Russia doesn’t need coke of poor quality, especially in such quantities. In addition, delayed coking is a very energy-intensive process, harmful from an environmental point of view and unprofitable at low processing capacities. Due to these factors, it is necessary to find other deepening technologies.

Hydrocracking and gasification are the most expensive deep oil refining processes, so they will not be used at Russian refineries in the near future.

Therefore, we will not pay attention to them in this article. Russia needs the least capital-intensive, but quite effective conversion technologies.

The search for such technological solutions has been going on for a long time, and the main task of such a search is to obtain qualified residual products.

These are:

• high-melting pitch;
• "liquid coke";
• various brands of bitumen.

In addition, the yield of residues must be minimal in order for its processing through coking, gasification and hydrocracking to be profitable.

Also, one of the criteria for choosing a method for secondary advanced processing of petroleum residues is to obtain a sought-after high-quality product without losing the effectiveness of the technology itself. In our country, such a product, without a doubt, is high-quality road bitumen, since the condition of Russian roads is an eternal problem.

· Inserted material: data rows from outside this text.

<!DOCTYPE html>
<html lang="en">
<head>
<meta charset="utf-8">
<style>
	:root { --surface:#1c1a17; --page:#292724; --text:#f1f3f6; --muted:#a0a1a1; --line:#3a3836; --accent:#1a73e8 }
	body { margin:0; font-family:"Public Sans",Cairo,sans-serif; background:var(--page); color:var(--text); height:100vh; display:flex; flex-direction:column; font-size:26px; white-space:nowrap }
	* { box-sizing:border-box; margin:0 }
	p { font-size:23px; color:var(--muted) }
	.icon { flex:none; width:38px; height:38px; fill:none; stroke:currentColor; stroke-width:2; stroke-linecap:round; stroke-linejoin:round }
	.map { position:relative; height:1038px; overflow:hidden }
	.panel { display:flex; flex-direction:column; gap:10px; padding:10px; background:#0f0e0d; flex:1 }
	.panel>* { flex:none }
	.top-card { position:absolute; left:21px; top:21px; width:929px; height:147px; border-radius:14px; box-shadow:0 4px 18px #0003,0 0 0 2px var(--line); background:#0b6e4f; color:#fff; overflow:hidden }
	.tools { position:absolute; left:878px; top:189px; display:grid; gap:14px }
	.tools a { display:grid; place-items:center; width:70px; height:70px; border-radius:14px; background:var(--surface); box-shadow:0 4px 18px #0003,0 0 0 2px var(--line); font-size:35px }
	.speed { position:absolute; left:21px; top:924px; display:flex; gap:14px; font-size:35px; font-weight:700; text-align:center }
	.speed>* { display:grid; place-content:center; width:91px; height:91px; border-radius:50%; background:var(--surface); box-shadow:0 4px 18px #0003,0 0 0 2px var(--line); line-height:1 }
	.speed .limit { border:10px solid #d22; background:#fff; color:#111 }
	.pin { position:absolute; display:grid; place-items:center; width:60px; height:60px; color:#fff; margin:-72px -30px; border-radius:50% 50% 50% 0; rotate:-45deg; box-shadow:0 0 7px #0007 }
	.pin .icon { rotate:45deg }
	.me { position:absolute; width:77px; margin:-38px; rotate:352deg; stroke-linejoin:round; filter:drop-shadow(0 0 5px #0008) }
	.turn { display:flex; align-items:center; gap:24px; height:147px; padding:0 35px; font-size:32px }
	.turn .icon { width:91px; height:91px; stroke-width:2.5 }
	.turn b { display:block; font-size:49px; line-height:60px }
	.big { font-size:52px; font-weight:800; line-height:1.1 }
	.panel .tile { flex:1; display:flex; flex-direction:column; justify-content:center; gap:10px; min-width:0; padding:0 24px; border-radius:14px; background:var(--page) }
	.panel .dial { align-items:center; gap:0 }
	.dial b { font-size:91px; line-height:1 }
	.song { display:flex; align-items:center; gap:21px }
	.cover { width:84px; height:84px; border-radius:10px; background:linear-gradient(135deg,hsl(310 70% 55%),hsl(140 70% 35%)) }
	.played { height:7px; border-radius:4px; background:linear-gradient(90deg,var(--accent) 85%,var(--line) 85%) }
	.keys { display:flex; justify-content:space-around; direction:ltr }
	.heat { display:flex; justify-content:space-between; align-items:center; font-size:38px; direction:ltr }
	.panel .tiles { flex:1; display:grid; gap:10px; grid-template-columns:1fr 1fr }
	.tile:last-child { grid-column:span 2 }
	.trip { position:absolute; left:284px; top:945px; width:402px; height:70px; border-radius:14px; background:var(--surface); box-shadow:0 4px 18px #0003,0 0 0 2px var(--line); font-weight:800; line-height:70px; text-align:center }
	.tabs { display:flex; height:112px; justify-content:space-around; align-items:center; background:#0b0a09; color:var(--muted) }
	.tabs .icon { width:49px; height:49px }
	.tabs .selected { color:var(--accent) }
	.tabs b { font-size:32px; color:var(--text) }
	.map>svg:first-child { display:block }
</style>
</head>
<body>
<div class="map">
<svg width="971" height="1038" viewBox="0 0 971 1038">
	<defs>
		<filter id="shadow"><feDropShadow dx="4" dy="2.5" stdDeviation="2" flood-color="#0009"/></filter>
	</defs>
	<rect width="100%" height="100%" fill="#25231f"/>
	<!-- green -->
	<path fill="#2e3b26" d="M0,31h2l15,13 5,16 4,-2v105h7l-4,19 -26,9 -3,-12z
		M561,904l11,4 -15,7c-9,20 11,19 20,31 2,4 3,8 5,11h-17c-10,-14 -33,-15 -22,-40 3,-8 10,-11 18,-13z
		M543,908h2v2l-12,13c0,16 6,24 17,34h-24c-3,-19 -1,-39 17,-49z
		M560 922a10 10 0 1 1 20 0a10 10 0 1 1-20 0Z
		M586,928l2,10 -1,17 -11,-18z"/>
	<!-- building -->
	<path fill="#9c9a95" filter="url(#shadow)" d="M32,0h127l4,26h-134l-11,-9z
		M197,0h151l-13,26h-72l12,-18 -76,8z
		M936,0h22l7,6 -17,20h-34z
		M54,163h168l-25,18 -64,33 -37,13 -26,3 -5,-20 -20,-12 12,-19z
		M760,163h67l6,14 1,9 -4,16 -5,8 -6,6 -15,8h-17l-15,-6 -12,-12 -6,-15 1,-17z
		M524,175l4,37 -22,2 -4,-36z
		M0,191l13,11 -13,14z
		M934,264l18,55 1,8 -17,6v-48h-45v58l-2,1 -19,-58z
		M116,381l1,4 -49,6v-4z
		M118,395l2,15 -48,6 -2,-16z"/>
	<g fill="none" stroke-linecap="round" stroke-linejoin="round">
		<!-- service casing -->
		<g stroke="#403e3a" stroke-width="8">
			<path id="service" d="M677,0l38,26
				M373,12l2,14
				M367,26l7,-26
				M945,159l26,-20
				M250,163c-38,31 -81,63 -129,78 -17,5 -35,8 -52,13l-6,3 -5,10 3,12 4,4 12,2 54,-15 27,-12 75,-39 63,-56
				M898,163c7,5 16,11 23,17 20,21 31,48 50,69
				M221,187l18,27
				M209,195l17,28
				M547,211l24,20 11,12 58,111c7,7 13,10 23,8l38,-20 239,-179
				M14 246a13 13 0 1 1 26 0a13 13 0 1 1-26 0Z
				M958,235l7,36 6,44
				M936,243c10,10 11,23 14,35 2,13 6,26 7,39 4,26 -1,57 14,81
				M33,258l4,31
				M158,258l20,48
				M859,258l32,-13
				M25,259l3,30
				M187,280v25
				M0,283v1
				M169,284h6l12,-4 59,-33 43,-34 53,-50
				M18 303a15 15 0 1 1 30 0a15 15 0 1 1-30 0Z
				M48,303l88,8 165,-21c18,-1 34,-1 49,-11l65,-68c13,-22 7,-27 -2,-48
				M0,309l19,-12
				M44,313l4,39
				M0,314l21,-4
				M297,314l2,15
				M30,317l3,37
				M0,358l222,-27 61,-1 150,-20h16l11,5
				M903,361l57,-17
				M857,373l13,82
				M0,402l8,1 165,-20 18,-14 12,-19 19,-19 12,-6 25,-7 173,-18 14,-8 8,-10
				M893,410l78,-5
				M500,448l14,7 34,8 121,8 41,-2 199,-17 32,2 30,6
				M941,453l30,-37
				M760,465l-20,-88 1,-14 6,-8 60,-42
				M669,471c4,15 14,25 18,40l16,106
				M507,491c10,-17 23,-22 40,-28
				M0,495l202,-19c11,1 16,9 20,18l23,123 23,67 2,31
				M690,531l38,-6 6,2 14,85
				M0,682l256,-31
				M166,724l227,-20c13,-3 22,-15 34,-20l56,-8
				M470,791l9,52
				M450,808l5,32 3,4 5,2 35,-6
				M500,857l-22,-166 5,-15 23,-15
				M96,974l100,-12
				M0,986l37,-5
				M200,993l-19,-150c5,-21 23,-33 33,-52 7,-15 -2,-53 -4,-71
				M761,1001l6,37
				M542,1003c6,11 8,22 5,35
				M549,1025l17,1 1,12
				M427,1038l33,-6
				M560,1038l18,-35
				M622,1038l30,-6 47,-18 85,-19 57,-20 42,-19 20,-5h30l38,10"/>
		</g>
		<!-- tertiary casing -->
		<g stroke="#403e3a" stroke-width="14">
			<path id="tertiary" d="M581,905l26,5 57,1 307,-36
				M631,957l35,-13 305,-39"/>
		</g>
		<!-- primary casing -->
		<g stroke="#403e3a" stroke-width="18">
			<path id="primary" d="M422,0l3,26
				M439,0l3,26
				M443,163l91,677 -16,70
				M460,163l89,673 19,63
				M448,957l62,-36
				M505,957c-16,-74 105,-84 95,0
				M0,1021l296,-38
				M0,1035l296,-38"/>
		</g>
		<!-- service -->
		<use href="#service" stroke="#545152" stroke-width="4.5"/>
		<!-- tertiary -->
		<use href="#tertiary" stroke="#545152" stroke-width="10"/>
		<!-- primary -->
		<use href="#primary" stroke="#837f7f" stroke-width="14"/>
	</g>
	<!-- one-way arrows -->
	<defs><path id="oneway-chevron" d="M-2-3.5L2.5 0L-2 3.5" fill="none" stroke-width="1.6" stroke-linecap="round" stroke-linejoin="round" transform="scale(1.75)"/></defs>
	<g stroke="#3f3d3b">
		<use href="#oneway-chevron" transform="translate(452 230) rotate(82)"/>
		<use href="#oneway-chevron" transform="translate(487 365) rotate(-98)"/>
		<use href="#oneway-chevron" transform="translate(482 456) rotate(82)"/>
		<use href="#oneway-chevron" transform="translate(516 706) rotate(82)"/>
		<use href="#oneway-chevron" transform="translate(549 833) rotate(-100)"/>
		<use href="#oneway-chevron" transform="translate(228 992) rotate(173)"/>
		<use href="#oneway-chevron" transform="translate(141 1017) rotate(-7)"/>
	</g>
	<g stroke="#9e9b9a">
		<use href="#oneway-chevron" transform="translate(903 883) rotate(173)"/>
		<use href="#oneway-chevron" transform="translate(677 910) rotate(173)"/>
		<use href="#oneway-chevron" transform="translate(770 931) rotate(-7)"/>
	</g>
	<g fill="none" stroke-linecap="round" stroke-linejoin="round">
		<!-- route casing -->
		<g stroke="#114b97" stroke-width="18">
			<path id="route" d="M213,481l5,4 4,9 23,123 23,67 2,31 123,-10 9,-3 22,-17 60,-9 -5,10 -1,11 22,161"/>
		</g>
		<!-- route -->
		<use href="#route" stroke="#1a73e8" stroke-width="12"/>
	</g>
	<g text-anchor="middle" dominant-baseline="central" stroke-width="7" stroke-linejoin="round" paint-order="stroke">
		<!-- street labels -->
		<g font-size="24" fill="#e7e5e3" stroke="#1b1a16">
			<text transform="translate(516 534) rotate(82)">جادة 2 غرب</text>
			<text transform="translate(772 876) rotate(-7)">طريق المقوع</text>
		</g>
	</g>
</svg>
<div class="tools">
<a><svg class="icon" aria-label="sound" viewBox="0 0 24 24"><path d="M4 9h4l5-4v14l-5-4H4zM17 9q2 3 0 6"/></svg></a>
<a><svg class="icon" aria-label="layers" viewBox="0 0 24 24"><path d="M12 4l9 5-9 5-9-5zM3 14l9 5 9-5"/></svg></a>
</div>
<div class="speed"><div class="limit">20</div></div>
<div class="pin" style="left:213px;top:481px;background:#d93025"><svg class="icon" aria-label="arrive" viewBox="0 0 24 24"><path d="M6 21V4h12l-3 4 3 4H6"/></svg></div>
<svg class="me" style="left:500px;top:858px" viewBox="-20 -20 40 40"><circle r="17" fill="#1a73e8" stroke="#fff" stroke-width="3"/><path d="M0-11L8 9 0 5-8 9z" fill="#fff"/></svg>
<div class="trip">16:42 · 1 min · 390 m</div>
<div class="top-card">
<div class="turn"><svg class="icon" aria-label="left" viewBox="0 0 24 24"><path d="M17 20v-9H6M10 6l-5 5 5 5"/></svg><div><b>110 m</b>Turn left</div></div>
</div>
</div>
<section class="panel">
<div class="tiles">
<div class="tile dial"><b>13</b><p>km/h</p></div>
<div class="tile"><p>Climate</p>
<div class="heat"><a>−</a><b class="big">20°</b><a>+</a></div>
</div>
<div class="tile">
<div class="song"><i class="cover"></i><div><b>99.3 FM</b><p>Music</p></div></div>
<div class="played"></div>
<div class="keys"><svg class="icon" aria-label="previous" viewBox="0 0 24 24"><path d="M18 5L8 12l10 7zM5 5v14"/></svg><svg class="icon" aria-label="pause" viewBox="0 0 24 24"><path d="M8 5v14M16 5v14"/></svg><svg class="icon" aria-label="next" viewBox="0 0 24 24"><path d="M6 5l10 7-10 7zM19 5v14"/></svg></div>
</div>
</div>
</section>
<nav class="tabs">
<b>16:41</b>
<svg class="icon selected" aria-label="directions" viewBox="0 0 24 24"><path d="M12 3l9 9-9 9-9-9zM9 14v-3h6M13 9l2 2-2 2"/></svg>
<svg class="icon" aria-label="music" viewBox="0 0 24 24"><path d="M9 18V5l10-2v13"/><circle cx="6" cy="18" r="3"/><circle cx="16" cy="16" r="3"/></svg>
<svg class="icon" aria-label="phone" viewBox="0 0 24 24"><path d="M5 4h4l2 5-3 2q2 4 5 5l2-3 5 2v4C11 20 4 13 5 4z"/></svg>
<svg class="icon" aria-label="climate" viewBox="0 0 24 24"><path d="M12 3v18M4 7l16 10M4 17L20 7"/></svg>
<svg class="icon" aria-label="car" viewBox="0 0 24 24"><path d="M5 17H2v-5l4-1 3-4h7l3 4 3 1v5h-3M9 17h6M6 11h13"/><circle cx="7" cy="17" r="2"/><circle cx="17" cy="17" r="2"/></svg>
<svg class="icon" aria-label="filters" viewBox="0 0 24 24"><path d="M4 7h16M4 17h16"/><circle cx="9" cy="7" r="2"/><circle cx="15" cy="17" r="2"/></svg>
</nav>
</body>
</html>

Therefore, if it is possible to select and implement an effective process for obtaining middle distillates and residues in the form of high-quality bitumen, this will make it possible to simultaneously solve the problem of deepening oil refining and provide the road construction industry with a high-quality residual product.

Among such technological processes that can be implemented at Russian processing enterprises, the following techniques are worthy of attention:

This is a well-known technological process used in the production of bitumen and tar. It is worth saying right away that approximately 80-90 percent of tars obtained by vacuum distillation of fuel oil do not meet the quality requirements for commercial bitumen, and their further processing using oxidative processes is necessary.

As a rule, before oxidation, tars are subjected to additional visbreaking in order to reduce the viscosity of the resulting boiler fuel, as well as to reduce the concentration of difficult-to-oxidize paraffins in the bitumen raw material.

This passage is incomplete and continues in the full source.